## TASK GOAL
Among the lines of the records, find all that carry the word "halo" and copy them.

## PROVIDED RECORDS
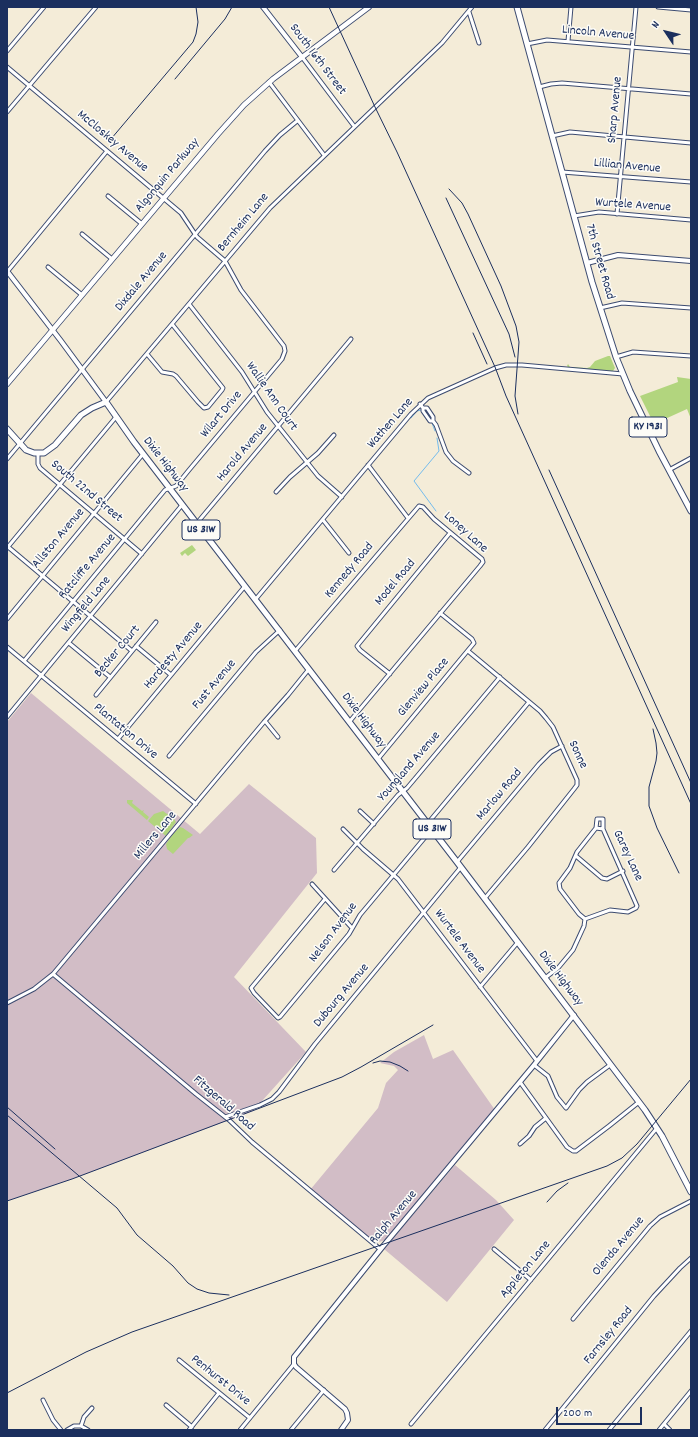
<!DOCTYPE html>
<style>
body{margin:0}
#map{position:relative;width:698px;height:1437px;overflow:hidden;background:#f4ecd8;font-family:Dekko,sans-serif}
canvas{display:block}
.frame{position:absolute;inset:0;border:8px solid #1b2f5e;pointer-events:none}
.north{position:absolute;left:646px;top:12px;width:40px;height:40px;-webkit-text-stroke:3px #fdfcf7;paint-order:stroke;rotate:305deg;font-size:11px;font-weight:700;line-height:16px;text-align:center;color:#1b2f5e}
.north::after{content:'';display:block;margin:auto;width:14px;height:18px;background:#1b2f5e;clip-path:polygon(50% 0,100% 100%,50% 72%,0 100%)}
.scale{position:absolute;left:556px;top:1407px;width:86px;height:18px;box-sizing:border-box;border:2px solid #1b2f5e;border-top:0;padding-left:5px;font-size:12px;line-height:14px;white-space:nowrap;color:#1b2f5e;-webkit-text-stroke:3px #fdfcf7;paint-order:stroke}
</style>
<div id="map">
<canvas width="698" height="1437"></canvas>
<div class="frame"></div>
<div class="north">N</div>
<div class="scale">200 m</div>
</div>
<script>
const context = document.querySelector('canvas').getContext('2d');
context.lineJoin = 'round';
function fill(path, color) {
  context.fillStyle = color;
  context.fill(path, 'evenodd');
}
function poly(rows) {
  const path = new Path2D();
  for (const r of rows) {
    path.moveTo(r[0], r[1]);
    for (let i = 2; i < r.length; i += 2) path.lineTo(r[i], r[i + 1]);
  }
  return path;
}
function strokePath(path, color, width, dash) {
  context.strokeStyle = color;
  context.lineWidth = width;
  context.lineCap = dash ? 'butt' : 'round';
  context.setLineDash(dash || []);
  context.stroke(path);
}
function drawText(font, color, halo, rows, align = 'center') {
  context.font = font + ' Dekko,sans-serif';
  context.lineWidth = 3;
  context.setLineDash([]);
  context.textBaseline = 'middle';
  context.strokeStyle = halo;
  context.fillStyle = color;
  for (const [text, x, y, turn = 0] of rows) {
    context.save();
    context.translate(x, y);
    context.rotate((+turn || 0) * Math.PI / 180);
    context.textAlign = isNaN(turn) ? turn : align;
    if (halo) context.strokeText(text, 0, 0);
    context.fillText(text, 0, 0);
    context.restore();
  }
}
const industrial = poly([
 [31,693,200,834,249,784,316,838,317,873,234,977,306,1052,253,1111,72,1179,7,1201,7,722],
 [424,1035,433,1059,453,1050,495,1110,385,1240,376,1243,310,1190,378,1108,386,1083,398,1070,394,1066,380,1063,394,1052],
 [455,1165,496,1200,514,1220,447,1302,384,1249]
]);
const green = poly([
 [608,356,610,356,615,368,613,371,610,372,569,368,567,366,568,364,570,367,587,368,590,367,595,361],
 [677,377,691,379,691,419,687,409,654,424,640,396,678,382],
 [192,545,196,550,188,556,185,553,182,556,180,553],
 [127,800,133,800,132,803,142,811,144,810,143,812,149,817,147,820,127,803],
 [163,811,174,819,176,822,166,836,148,821,154,814],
 [180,827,183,828,193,835,189,838,188,838,173,854,167,849,166,844,172,835]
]);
const stream = poly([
 [411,418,417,411,421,410],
 [432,423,435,431],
 [436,511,414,481,439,451,437,438]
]);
const minor = poly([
 [658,7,691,10],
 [469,12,479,43],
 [568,41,571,7],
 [527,44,547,40,691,52],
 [7,51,44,7],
 [302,57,354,126],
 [7,67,181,213,197,237,225,261,241,290,284,346,285,351,282,359,189,470,176,486,165,490,160,496,24,661],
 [269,82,324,155],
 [539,87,551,84,562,83,691,94],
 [7,112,96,7],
 [552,136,570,132,691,143],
 [562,172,691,182],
 [108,196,142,224],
 [617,214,636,7],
 [574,216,599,212,691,220],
 [82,234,112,259],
 [48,267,82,295],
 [7,272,107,151],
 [189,304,242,372,267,412,318,476,342,497],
 [600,308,622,303,691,308],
 [147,354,162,372,173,374,176,376,198,402,204,408,208,407,222,390,223,388,172,324],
 [616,357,633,352,691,356],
 [106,402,270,208,442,43,472,7],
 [420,404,423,408,427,408,433,417,433,421,430,421,423,411,423,408],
 [433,421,436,425,446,452,453,461,469,473],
 [38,453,38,464,40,468,142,554],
 [7,459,265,151,280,135,297,121],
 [368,465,408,518],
 [669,470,691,458],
 [276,492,290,477,318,453,334,435],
 [323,520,349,553],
 [197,523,351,339],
 [7,546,132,651],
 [7,548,116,417],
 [255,600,411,414,428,398,495,368,506,365,522,365,623,374],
 [7,619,143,454],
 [69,643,110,677],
 [136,646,171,675],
 [7,647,196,804],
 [295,651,419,506,423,507,434,519,482,559,483,562,480,566,350,721],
 [468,651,540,711,546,718,553,727,577,780,577,785,574,789,528,847,485,898],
 [390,674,360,650,357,646,450,533],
 [96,695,156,622],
 [7,717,182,505],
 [265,721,278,737],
 [118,739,245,586],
 [169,756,256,652,280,630],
 [378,759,474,643,472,639,440,613],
 [360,811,374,824],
 [428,823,529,702],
 [596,828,597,819,603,819,603,829],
 [343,829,363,849,398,879,537,1061],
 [576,856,602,878,607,879,623,871],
 [457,862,539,764,551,752,562,746],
 [334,870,398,795,407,788,418,775,500,677],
 [312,884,352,928],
 [325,899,251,988,254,993,278,1018,280,1017,285,1011,349,934,360,915,432,829],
 [53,974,196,1094,229,1120,252,1142,380,1249],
 [545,978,558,968,573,950,584,926,585,919,579,914,560,889,559,883,570,868,577,852,596,828,603,829,637,906,636,908,628,912,610,910,585,919],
 [480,987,518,942],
 [7,1003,34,989,53,974,264,722,288,695,309,669],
 [534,1065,548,1076,557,1097,566,1108,579,1090,587,1082,610,1065],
 [520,1082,567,1147,573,1151,576,1151,609,1126,639,1102],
 [225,1117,260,1105,272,1099,279,1092,315,1044,461,867],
 [520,1144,529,1136,535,1127,546,1118],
 [494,1249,531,1280],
 [573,1319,650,1226,660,1217,691,1201],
 [179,1360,250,1418],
 [43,1400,53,1420,61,1430],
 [166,1405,192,1427],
 [411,1424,657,1128],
 [664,1424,670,1430],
 [81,1426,84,1417,92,1408],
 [81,1426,88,1430],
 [67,1430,74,1426,81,1426],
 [189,1430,219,1393],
 [240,1430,294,1364],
 [291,1430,324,1390],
 [545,1430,654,1296,680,1268,691,1258],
 [609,1430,691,1331],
 [659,1430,691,1391]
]);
const tertiary = poly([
 [263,7,302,57],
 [587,263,618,255,691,261],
 [7,271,61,341,106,402],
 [341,1430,348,1420,347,1413,345,1409,296,1367,294,1364,294,1357,384,1245,534,1065,574,1015]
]);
const secondary = poly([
 [7,384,218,134,244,105,273,79,369,7]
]);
const primary = poly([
 [517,7,592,282,616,357,630,391,659,451,691,511],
 [7,429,26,450,34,453,44,453,55,445,81,415,92,408,106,402,134,442,457,862,645,1110,662,1136,691,1192]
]);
const rail = poly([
 [329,7,375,107,397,152,495,367,506,396,691,804],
 [175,79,225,19,232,7],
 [111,139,193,42,196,34,198,22,196,7],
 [449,189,462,203,468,214,501,286,516,326,519,342,515,396,518,414],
 [446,198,509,334,515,357],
 [473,333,487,364],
 [549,470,691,783],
 [653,729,656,743,657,753,656,761,649,787,649,806,657,828,679,873],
 [373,1063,380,1061,390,1062,400,1066,408,1071],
 [7,1107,55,1149],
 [7,1115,117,1208,137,1235,173,1266,188,1283,197,1289,209,1293,229,1295],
 [7,1201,72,1179,342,1077,361,1067,433,1025],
 [547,1202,557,1191,568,1183],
 [7,1393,86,1352,132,1332,607,1166,622,1158,637,1144,691,1079]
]);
const shields = [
 [648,427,38],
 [201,530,38],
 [432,829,38]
];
const shieldNames = [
 ["KY 1931",648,427],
 ["US 31W",201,530],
 ["US 31W",432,829]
];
const streetNames = [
 ["Lincoln Avenue",598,34,5],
 ["South 16th Street",317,60,53],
 ["Sharp Avenue",616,110,-85],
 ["McCloskey Avenue",112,142,40],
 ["Lillian Avenue",627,167,5],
 ["Algonquin Parkway",168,176,-50],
 ["Wurtele Avenue",633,206,4],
 ["Bernheim Lane",244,223,-50],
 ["7th Street Road",599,262,74],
 ["Dixdale Avenue",142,282,-50],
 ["Wallie Ann Court",271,397,55],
 ["Wilart Drive",222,415,-50],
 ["Wathen Lane",391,424,-49],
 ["Harold Avenue",243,453,-50],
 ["Dixie Highway",165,465,52],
 ["South 22nd Street",86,492,40],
 ["Loney Lane",465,533,42],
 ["Allston Avenue",59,539,-50],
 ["Ratcliffe Avenue",88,567,-50],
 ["Kennedy Road",350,571,-50],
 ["Model Road",396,583,-50],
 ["Wingfield Lane",87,605,-50],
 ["Becker Court",118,652,-50],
 ["Hardesty Avenue",174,656,-50],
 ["Fust Avenue",215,685,-50],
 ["Glenview Place",424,688,-50],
 ["Dixie Highway",363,721,53],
 ["Plantation Drive",125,732,40],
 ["Sonne",577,755,65],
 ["Youngland Avenue",410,767,-49],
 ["Marlow Road",500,795,-50],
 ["Millers Lane",156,836,-50],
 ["Garey Lane",627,856,65],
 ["Nelson Avenue",334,933,-53],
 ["Wurtele Avenue",459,942,53],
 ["Dixie Highway",560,979,53],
 ["Dubourg Avenue",342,996,-50],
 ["Fitzgerald Road",223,1104,41],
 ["Ralph Avenue",394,1218,-50],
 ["Olenda Avenue",619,1247,-50],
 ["Appleton Lane",526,1270,-50],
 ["Farnsley Road",609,1336,-51],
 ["Penhurst Drive",220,1381,39]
];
fill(industrial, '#d2bdc6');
fill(green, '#b2d57e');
strokePath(stream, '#74bbec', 1);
strokePath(minor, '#3c4b70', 5);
strokePath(tertiary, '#3c4b70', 6);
strokePath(secondary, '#3c4b70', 6);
strokePath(primary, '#3c4b70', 7);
strokePath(minor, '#fff', 3);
strokePath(tertiary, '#fff', 4);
strokePath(secondary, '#fff', 4.5);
strokePath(primary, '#fff', 5);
strokePath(rail, '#1b2f5e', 1);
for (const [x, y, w] of shields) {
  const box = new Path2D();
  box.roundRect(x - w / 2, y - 10, w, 20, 3);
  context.fillStyle = '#fdfcf7';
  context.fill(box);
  strokePath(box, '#1b2f5e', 1);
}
drawText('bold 12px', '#1b2f5e', null, shieldNames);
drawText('13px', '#1b2f5e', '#fdfcf7', streetNames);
</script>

## PROBLEM SOLUTION
function drawText(font, color, halo, rows, align = 'center') {
  context.strokeStyle = halo;
    if (halo) context.strokeText(text, 0, 0);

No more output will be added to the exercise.